I still have some old Mantua locomotive kits to make (or kitbash!) and I wonder about the motors to be used. Mantua used to sell can motors to replace the 5 pole motors supplied with the kits, but they are no longer in business for parts.
Any suggestions for what motor should be used here?
Minor gloat. Back while Mantua was still in business I got a can motor repower kit from their parts dept. It fit into a Mantua Pacific with no hassles. I took the trouble to test Pacific's before and after performance. With the stock open frame Pittman motor lowest speed was about 5 scale mph (not too shabby). The can motor could do 0.01 scale mph. That's creeping forward tie by tie. The kit wasn't very fancy, just the motor and a cast Zamac motor mount, and it was advertised to fit most of the Mantua steamers. The motor mount allowed a drop in, no filing, drilling, or milling installaton. You might check with Walthers for the kits. I coulda swore I saw the kit in the '07 Walthers catalog a few weeks ago, but I couldn't find it again when I looked this morning. To swap in just any old can motor, like from NWSL, all you need do is find one small enough to fit. Check the shaft diameter. If the shaft diameter doesn't match up you will need a new worm to fit the new shaft. And you will need to make a motor mount out of something. Brass bar stock perhaps.
and see if what they have to offer is what you need. They have a lot of replacement parts and such for Mantua/Bowser/Varney locos. I think most of their parts can be bid on at eBay auctions, but you can also ask them to quote you a price on an order. HTH......TH in TX
Sagami from NWSL. Mashima. Both these brands are top quality conventional can motors, although Mashima also does some excellent open frame motors. The size is going to be dependent upon the space available inside the loco body. Width is probably the most important, but the largest diameter armature/motor that will fit the particular model, but probably the original motor's height (ignoring brushes and mounts) will set the maximum. (each step up in armature diameter (gen.2mm) adds about 50% in torque and reduces operating revs by a similar amount) I personally prefer to fit a slightly shorter motor with a flywheel rather than the maximum length motor. (for any given diameter of armature the torque will aproximately be in proportion to the pole length)

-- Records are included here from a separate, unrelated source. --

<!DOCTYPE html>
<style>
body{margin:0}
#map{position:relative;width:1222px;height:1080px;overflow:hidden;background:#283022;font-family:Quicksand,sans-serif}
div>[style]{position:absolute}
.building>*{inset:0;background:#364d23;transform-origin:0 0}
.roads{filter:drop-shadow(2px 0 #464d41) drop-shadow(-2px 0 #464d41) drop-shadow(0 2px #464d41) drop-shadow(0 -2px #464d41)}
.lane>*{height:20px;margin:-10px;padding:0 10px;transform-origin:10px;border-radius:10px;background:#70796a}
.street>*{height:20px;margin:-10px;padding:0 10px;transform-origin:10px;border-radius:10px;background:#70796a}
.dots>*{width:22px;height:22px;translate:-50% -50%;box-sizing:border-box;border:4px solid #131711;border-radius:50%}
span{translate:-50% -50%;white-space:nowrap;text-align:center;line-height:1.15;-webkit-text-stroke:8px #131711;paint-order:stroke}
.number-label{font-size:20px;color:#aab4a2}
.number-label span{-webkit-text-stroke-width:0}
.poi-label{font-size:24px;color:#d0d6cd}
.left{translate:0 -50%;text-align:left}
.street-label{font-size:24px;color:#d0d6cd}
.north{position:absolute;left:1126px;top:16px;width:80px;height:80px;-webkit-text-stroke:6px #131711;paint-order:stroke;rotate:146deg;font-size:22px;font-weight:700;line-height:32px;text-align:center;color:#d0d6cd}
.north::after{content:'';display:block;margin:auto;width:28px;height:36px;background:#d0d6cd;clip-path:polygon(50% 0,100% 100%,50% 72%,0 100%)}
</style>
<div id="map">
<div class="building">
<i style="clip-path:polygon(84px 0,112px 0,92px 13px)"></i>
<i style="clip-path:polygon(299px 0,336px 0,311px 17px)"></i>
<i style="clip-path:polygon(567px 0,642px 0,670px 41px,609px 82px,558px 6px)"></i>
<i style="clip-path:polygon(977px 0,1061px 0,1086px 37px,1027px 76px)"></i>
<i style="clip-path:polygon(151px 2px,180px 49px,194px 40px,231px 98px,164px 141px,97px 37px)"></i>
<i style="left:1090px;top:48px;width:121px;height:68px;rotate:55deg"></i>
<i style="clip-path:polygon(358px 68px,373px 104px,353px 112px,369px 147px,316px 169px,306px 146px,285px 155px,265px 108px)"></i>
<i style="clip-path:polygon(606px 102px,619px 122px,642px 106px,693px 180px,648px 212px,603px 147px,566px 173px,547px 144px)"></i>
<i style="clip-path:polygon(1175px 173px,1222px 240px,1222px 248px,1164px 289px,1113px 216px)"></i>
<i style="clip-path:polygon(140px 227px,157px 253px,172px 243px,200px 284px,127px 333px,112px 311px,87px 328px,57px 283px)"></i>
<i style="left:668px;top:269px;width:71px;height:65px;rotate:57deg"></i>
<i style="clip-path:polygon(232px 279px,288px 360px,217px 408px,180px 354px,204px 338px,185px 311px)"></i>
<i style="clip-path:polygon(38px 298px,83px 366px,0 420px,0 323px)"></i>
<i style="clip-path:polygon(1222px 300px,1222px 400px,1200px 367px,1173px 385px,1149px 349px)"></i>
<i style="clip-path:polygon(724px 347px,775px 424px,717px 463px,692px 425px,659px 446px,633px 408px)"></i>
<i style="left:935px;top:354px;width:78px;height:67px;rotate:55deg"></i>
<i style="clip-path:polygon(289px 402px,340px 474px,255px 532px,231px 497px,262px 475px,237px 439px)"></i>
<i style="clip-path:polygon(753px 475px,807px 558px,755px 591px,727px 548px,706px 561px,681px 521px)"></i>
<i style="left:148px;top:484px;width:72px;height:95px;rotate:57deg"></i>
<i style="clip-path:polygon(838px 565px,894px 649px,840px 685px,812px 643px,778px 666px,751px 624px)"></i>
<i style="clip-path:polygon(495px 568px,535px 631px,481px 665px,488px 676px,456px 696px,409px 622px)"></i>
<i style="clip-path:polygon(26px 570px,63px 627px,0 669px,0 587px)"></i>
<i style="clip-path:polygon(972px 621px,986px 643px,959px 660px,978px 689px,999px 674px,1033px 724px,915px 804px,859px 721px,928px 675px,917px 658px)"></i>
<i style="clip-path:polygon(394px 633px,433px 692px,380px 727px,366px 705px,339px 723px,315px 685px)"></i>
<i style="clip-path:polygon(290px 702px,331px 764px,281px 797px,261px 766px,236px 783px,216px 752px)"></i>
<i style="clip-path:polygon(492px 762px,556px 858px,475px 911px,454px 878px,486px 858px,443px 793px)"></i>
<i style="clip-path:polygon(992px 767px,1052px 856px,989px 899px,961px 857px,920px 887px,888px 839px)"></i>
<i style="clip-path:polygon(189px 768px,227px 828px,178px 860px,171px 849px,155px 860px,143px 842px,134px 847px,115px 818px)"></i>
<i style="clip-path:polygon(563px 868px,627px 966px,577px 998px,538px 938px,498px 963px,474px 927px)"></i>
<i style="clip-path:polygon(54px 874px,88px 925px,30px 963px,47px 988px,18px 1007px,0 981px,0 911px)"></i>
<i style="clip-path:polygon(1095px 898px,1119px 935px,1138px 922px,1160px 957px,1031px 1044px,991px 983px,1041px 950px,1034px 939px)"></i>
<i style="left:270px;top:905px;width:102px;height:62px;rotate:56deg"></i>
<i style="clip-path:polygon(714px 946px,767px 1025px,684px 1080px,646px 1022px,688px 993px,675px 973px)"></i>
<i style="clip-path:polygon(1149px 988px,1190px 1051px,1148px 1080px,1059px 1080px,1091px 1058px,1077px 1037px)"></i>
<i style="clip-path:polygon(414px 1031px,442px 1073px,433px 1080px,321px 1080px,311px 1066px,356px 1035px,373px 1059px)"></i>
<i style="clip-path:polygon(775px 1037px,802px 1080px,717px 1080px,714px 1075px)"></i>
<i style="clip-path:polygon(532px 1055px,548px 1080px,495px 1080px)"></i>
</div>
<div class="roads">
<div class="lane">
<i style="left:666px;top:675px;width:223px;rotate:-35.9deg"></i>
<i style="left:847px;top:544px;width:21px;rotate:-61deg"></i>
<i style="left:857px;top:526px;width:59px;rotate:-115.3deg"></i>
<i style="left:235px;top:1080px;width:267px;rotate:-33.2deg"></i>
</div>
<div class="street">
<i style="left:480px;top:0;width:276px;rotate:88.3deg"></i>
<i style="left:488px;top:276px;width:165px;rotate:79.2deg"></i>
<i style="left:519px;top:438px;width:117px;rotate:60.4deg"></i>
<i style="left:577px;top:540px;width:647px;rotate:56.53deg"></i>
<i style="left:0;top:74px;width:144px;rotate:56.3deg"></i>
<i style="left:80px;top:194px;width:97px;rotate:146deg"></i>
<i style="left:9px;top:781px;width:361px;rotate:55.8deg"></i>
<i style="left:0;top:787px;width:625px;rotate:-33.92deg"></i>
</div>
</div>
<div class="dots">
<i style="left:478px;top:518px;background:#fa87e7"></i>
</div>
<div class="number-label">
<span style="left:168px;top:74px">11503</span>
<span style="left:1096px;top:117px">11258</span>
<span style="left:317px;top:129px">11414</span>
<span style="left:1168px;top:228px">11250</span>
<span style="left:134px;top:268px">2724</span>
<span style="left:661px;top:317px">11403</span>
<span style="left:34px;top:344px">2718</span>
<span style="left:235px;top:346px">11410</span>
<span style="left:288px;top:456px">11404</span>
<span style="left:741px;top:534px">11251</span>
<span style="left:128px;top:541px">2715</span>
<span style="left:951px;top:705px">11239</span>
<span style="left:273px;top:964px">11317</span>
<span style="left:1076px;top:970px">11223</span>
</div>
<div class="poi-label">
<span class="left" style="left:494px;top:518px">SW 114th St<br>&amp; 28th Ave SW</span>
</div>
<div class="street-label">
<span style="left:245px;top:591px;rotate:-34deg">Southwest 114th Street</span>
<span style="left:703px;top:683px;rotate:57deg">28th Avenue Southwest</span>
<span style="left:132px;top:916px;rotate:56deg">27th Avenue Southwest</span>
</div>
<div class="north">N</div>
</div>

I also prefer to fit a NWSL gearbox and universal rather than mounting a worm to the motor shaft.
Sorry I can't be specific about precise motor loco combinations because I no longer have any of the converted Mantua locos in my collection.

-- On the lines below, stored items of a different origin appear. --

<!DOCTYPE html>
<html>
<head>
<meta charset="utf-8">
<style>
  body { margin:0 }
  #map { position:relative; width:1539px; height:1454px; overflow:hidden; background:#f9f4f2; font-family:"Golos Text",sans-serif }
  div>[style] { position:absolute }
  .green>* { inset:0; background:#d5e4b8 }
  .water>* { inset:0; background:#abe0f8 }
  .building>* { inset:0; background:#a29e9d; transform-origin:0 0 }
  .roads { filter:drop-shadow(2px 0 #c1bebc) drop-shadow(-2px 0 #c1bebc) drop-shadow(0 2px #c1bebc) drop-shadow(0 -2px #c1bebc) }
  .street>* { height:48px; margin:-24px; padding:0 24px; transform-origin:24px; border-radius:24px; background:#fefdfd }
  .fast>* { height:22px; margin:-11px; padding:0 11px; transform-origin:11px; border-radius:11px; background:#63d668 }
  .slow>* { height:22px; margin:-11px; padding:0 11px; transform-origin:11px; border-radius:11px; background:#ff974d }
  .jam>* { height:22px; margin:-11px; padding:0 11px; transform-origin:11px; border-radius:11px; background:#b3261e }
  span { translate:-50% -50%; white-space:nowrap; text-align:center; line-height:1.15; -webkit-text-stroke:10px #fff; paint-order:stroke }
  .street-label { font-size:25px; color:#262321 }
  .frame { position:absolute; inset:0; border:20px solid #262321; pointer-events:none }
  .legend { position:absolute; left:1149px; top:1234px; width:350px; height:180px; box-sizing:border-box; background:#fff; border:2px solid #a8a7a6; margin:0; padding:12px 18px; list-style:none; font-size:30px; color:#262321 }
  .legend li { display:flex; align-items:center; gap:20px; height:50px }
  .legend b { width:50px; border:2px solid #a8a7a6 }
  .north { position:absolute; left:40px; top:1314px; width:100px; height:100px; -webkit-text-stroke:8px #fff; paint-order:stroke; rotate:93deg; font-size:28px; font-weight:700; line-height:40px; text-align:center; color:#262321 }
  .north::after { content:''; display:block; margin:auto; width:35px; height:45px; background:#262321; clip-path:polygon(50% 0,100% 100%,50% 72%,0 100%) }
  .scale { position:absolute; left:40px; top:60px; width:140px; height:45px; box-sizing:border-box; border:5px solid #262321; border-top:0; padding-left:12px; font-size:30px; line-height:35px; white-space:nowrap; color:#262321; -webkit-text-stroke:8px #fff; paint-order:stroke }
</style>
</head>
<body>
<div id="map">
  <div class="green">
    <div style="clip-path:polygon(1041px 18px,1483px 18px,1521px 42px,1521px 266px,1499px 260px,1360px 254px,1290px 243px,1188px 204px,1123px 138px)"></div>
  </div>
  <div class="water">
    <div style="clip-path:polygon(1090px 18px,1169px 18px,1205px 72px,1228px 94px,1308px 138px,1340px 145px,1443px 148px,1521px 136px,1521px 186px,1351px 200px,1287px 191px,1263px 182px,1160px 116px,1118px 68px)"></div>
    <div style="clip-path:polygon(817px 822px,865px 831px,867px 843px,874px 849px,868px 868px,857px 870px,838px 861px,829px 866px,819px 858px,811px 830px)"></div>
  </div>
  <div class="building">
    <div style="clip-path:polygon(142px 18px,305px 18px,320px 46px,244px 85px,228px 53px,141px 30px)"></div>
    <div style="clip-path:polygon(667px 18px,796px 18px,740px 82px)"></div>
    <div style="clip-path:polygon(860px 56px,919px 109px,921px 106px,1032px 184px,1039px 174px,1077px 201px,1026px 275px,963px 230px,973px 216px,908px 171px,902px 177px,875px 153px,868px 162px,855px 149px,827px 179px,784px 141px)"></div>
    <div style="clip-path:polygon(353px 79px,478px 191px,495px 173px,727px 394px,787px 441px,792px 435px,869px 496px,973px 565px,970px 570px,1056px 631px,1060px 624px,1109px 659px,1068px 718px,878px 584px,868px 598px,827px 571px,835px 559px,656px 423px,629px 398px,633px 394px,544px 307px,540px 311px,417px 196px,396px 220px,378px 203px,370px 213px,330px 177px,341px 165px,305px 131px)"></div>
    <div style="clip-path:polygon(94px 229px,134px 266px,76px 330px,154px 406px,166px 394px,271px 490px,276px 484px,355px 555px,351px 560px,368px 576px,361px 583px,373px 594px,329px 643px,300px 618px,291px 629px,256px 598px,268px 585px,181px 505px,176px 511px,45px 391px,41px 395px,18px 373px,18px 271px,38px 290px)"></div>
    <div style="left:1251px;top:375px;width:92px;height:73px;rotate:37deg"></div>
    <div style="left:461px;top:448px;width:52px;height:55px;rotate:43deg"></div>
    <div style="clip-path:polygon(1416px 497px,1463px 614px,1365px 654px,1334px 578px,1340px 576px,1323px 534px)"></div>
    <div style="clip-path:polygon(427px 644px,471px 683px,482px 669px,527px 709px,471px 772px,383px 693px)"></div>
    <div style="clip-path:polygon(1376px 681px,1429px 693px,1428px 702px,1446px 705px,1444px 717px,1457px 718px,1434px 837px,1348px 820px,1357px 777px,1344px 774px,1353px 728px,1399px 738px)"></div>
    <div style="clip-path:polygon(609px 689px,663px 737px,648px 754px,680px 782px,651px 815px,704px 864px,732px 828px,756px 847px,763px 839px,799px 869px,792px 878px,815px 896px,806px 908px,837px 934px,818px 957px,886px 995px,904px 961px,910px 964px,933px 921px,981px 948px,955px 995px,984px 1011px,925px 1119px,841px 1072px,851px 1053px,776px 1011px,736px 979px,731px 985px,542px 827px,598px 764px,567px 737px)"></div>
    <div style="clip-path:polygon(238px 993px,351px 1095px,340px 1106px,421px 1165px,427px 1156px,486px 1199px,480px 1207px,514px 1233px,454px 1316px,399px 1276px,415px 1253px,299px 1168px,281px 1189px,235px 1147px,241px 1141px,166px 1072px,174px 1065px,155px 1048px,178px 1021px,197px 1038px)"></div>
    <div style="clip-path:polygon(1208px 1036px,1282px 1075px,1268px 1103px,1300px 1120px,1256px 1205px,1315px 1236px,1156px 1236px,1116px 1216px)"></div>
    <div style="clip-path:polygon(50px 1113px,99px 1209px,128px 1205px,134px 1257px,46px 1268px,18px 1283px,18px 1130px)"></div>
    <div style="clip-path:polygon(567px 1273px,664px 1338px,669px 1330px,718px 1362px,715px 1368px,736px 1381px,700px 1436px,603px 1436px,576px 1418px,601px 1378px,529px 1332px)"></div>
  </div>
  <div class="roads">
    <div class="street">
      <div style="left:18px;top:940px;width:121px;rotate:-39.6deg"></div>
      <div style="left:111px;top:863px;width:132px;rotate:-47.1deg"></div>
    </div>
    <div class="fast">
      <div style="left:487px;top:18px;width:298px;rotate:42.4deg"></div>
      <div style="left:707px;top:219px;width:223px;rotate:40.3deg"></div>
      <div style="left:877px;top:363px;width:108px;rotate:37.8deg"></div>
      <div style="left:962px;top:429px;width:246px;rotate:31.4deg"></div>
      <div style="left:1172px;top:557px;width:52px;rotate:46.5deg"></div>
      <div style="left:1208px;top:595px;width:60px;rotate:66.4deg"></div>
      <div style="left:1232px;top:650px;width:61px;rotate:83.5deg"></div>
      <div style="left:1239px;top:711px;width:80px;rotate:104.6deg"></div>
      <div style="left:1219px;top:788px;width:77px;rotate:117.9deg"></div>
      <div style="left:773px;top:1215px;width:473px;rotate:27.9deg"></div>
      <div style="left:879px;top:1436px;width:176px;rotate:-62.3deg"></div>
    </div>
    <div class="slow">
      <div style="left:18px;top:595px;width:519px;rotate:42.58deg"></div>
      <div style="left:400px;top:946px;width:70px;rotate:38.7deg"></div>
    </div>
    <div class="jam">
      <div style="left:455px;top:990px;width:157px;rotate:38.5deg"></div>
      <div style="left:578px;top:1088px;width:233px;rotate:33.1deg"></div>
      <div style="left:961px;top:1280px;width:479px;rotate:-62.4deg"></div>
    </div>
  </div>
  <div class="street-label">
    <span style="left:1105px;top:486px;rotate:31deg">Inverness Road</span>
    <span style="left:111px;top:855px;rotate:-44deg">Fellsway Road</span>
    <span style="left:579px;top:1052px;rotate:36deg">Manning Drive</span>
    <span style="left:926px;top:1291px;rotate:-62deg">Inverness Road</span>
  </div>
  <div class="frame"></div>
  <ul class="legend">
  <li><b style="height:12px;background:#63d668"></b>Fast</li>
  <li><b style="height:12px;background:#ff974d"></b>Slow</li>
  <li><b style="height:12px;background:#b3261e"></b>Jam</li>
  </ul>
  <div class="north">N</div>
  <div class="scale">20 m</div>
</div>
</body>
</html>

In many cases, Helix Humpers do require some work to the boiler casting to get them to fit. This isn't as hard as it might sound though... I bought a rotary file at my local hardware store and used it in my drill press. First, I drilled out a lot of the excess material then went to work with the rotary file. Even with this very crude set-up, I had most of the work done in an hour or so.
Don't get a small rotary grinding stone though... they will fill up almost immediately with metal and become worthless.

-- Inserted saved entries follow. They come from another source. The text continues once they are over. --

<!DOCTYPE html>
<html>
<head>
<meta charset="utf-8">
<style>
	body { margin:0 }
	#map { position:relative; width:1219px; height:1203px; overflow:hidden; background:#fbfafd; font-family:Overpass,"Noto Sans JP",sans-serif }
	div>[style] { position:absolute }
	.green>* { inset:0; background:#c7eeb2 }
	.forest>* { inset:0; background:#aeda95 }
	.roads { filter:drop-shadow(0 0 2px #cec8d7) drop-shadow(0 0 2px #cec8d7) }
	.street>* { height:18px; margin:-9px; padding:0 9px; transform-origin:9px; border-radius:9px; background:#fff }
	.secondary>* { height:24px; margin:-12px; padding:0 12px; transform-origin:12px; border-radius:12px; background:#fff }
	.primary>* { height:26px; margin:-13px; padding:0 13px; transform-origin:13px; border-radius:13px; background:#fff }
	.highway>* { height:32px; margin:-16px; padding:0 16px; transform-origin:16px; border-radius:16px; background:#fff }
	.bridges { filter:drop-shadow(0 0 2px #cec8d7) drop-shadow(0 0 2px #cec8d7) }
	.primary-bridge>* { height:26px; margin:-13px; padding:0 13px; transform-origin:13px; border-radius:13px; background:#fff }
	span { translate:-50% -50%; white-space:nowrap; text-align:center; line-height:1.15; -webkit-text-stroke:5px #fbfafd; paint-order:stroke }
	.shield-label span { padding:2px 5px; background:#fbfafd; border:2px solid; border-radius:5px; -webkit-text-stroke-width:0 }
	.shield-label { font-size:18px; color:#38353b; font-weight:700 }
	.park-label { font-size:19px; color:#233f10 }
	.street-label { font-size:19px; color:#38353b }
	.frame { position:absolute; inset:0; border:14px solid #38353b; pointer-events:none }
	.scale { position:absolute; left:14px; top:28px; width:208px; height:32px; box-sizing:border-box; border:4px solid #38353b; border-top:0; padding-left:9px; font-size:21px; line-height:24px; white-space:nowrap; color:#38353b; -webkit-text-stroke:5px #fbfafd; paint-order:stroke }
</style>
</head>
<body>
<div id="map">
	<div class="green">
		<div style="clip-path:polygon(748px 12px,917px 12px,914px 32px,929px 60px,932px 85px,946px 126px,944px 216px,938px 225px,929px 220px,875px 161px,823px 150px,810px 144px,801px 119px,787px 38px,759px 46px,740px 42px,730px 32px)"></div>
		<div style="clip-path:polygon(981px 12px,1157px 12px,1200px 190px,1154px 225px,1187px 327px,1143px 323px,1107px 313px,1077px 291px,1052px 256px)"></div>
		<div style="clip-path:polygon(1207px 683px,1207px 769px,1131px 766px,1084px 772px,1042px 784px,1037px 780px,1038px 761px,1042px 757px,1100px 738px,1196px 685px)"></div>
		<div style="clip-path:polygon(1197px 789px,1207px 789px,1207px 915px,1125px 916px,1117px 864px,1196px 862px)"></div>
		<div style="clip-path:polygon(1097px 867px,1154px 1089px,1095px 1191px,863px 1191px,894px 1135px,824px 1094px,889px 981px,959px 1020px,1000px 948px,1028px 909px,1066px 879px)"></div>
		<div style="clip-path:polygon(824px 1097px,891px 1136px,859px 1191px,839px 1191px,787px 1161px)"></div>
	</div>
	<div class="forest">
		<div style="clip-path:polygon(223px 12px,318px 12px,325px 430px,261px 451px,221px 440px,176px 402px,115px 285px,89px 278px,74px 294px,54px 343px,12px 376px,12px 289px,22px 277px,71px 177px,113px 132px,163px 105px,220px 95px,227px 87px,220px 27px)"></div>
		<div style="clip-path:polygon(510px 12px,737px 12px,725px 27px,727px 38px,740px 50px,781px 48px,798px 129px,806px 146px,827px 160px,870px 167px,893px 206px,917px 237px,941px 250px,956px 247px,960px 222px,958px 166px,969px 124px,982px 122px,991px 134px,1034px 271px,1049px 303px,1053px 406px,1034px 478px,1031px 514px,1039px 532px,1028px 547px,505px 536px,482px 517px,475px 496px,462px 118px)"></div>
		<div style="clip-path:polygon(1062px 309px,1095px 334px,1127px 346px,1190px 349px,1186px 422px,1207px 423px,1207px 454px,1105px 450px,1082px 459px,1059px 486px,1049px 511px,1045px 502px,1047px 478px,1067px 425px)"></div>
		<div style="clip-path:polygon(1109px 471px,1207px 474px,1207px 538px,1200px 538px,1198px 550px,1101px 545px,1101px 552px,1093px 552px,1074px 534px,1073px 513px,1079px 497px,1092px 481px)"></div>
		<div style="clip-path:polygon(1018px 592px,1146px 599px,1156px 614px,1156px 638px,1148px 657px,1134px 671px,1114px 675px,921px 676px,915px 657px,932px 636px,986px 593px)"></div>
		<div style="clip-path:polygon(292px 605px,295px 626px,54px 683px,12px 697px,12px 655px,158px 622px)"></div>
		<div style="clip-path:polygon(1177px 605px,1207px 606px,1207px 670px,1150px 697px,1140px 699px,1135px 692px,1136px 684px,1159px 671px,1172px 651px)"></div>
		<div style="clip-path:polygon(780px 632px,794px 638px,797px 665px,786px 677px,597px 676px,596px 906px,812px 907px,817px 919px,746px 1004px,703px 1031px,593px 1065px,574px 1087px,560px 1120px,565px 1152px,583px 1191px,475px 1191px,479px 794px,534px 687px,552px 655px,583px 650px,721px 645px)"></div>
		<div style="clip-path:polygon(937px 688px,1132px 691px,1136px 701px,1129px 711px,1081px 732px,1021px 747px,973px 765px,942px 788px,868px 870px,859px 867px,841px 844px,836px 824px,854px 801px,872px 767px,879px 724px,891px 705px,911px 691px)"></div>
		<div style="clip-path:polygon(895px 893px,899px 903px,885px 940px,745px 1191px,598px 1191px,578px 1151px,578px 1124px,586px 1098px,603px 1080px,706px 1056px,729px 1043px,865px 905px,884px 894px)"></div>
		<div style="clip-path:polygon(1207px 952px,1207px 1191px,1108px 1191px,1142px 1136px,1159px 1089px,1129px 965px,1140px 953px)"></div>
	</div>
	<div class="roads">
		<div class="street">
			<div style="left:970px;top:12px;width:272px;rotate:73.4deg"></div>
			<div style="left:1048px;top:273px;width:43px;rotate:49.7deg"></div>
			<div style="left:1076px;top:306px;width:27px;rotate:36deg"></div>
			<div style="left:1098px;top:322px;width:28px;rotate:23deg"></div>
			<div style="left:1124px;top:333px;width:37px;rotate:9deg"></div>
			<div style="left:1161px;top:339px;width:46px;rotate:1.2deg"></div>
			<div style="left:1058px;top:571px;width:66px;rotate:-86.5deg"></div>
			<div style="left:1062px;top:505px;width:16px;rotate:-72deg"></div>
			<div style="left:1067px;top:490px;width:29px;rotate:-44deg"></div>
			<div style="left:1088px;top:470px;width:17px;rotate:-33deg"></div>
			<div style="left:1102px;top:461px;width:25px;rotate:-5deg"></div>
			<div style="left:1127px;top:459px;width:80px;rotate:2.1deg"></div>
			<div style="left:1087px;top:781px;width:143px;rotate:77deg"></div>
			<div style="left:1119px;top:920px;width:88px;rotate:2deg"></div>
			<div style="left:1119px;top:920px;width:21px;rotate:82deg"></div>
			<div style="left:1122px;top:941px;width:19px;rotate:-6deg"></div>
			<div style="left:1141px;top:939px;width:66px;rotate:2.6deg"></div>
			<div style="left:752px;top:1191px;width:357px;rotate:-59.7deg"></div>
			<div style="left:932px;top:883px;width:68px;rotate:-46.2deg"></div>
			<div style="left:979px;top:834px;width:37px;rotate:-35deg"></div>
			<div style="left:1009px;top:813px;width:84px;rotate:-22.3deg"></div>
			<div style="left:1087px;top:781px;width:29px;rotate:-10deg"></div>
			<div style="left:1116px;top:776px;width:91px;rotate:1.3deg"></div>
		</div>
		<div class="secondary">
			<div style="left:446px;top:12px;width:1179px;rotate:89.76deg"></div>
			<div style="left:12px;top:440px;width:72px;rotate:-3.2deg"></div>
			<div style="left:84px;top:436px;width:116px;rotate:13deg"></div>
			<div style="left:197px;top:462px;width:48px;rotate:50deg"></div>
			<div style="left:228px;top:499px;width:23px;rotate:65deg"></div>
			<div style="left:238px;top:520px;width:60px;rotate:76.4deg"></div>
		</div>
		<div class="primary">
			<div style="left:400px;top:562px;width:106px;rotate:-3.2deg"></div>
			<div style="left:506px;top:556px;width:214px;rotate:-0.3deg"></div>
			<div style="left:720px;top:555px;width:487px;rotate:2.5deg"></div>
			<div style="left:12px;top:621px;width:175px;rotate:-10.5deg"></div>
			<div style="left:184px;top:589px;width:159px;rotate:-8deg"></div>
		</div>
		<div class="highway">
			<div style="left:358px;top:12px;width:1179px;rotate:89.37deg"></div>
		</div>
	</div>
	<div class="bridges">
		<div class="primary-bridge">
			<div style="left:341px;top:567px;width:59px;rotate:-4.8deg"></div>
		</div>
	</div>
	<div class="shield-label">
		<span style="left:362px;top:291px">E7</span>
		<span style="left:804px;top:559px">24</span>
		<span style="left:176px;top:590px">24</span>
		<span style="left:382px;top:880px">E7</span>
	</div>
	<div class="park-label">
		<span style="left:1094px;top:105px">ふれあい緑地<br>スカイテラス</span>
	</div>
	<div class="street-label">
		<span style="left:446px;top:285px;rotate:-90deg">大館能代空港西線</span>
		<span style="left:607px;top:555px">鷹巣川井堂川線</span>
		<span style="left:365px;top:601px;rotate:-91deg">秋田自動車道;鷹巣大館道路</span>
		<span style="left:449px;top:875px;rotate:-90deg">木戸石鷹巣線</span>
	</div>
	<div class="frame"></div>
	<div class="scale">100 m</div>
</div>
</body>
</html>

I can't say. I never really installed one. What I did was to put a Mikado boiler on a 2-6-6-2 logger chassis. To do that, I needed to remove some of the boiler material. That is where my experience in that area came from.
I've never seen an HH unit, only pictures. But some of them almost look like they have a combination flywheel and worm gear. They have a web site that does have pictures of most of their products. You can find them doing a Google search. It is www.alliance or something like that with their extension after that.
And of course Mantua & Tyco produced such a huge quantity that original stuff is still VERY plentiful on Ebay and at train shows... thoughts of those who price-tag some of this L@@K RARE stuff notwithstanding.
Has anybody out there sprung for one of the Mantua Classics models yet, so they can tell us what sort of changes MP might have made? I'm wondering if these have can motors now, since they're probably cheaper than knockoff Pittmans.
Cordially yours: Gerard P. President, a box of track and some plans.